Good Fishing Getting Better
PRATT – If you’ve looked at Kansas’ 2018 Fishing Forecast or followed the Weekly Fishing Reports at ksoutdoors.com, you know that Kansas anglers have enjoyed amazing fishing this year. But have you ever wondered how this happens? The revenue from the fishing license you purchase, along with funding from the federal Wildlife and Sport Fish Restoration Program (WSFR), pays for the operation of four fish hatcheries operated by the Kansas Department of Wildlife, Parks and Tourism (KDWPT). Kansas hatcheries at Meade, Pratt, Milford and Farlington have produced more than 100 million sport fish already stocked into Kansas waters this year.

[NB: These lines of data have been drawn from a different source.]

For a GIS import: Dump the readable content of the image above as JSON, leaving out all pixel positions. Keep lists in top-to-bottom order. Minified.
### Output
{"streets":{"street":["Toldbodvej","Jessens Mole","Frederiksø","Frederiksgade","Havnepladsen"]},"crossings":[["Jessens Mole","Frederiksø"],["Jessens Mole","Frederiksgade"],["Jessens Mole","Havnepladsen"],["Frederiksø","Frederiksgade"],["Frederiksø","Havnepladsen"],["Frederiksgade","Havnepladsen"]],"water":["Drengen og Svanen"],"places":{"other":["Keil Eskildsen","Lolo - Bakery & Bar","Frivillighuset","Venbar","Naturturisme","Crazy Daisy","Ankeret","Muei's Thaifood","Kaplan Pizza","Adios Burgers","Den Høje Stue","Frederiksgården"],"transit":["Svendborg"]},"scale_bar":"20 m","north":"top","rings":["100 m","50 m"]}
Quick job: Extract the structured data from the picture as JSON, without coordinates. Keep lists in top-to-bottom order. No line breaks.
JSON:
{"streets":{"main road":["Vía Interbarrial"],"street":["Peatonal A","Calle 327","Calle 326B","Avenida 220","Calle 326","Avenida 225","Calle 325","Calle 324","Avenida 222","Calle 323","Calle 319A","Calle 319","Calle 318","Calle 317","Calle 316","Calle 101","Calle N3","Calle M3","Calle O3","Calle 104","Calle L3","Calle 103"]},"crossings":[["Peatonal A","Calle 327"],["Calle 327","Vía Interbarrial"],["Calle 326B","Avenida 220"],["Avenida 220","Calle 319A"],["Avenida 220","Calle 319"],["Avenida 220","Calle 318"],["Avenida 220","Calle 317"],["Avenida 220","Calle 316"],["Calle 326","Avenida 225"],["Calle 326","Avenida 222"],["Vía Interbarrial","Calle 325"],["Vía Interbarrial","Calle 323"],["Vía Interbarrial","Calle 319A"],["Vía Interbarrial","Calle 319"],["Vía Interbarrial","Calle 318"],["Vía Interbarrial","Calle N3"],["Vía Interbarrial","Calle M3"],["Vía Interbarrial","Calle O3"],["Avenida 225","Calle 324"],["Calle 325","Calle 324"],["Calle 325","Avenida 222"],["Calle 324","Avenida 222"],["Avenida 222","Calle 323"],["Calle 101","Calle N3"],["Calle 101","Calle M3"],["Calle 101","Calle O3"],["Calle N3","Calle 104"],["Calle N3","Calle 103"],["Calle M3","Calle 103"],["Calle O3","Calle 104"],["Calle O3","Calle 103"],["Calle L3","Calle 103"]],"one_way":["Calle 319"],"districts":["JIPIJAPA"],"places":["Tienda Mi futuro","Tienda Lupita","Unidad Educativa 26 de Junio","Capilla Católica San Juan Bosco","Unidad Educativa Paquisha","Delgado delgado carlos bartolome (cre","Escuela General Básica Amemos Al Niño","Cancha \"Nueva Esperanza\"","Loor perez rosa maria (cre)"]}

Sport fish may be stocked as fry (less than one-half inch long), fingerlings (1-3 inches long), intermediates (6-8 inches long), or adults, depending on stocking requests, available pond/raceway space and workforce resources available. Fisheries biologists use data gathered through sampling efforts, angler and creel surveys and consider lake conditions when making annual stocking requests.
In 2018, the following sport fish have been stocked for your enjoyment in public waters in Kansas:
- Bluegill/green sunfish hybrid – 7,885 adults and 541 fingerlings
- Black crappie – 17,898 fry
- Bluegill – 28,111 fingerlings
- Channel catfish – 1,403 adults, 169,195 fingerlings, 30,224,453 fry (317,465 intermediate channel catfish will this fall)
- Grass carp (sterile) – 890 intermediates
- Hybrid black crappie – 25,000 fry
- Largemouth bass – 476,171 fingerlings, 240 intermediates, 805,906 fry
- Wiper – 140,563 fingerlings, 8,409,300 fry
- Redear sunfish – 77,173 fingerlings
- Sauger – 28,451 fingerlings, 1,975,000 fry
- Saugeye – 132,158 fingerlings, 9,664,600 fry
- Smallmouth bass – 4,133 fingerlings
- Striped bass – 1,100,000 fry
- Walleye – 73,183 fingerlings, 56,172,720 fry
If you purchased a trout stamp this year, you helped with the purchase of 58,591 rainbow trout that were stocked into more than 30 designated trout waters across the state between Jan. 1 and April 15, 2018. And a new schedule of trout stockings will begin Nov. 1, 2018 when the trout season re-opens.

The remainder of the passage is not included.